THE MATH WARS Curricular Controversy in the Math Wars: A Battle Without Winners By Robert E. Reys Despite the difficulties in designing, testing, and marketing new mathematics curricula, the need for significant improvement in student learning requires us to overcome these difficulties, Mr. Reys notes. All interested parties should stop trying to defend the past and work together to improve children's mathematics education for the future.

THE continuing controversy regarding standards-based mathematics curricula developed with support from the National Science Foundation has produced a range of reactions from mathematicians, mathematics educators, parents, and other interested parties. The recent clashes in the California "Math Wars" remind us that the battle continues to consume much energy and emotion that could be used for better purposes.1 Differences of opinion with regard to what is important to learn and how it should be taught are nothing new in mathematics education.2 And at the heart of the discussion are the written curricula (i.e., the textbooks) that American students use in their mathematics classes. This is the issue I want to reflect on here.

As a mathematics educator old enough to have taught from several books produced by the School Mathematics Study Group (one of the "new math" curricula in the 1960s), I am now in my fifth decade of witnessing the continuing evolution of mathematics curricula. I have also been a co-author of a successful K-8 mathematics textbook series, which gave me firsthand experience with some of the challenges involved in developing a comprehensive mathematics program within the highly competitive, market-driven U.S. publishing environment.
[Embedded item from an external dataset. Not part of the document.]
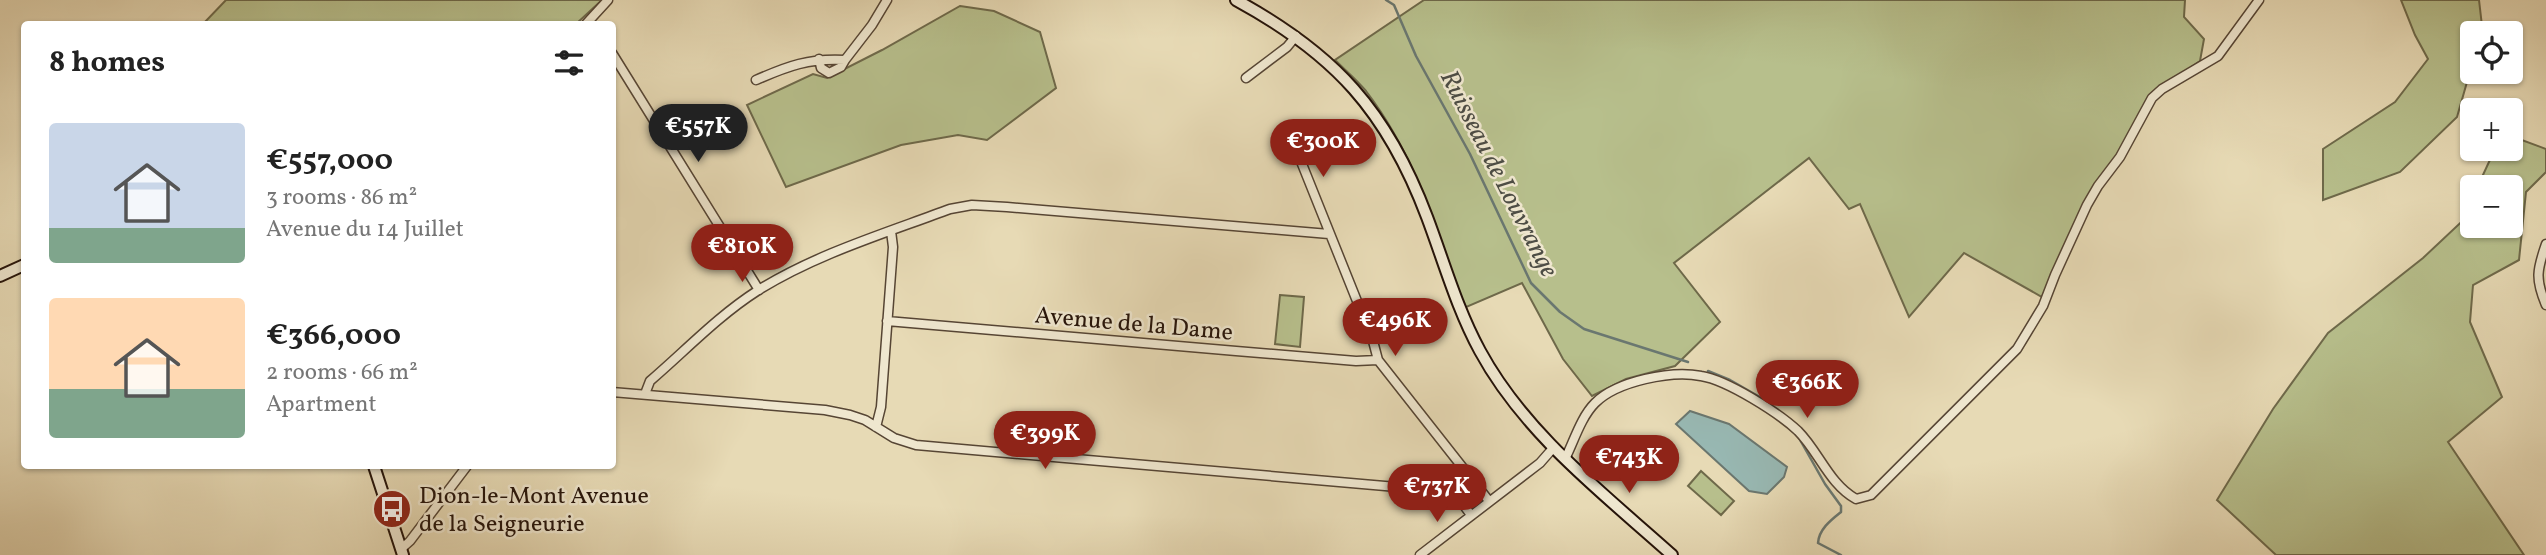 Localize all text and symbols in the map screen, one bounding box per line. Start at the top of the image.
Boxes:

During my career in higher education, I have had the opportunity to live in several countries, such as Mexico, Japan, and Sweden, where my children attended local schools. These adventures provided a rare but valuable opportunity to learn something about schools and curriculum materials in other countries. Today, I am involved in the National Science Foundation Show-Me Project (www.showmecenter.missouri.edu) that is dedicated to the dissemination and implementation of standards-based math curricula for middle schools.

Together, these experiences have provided professional growth and shaped my knowledge base. I share them with readers so that they will know the perspective from which I now reflect on the current controversies surrounding the reform of the mathematics curriculum.

In many ways, the United States is unique in its approach to education. My international perspective has enabled me to see both the virtues and the dangers of some of our traditional practices. For example, the United States is the only industrialized country that does not use the metric system, and it is one of the few countries that teaches separate courses in algebra and geometry. This means that curricular recommendations regarding the metric system made by Thomas Jefferson and included in a 1923 report by the Mathematical Association of America, titled The Reorganization of Mathematics in Secondary Education, have yet to be implemented. Clearly, significant curricular change is difficult and slow. Major pedagogical change in mathematics teaching presents even more challenges.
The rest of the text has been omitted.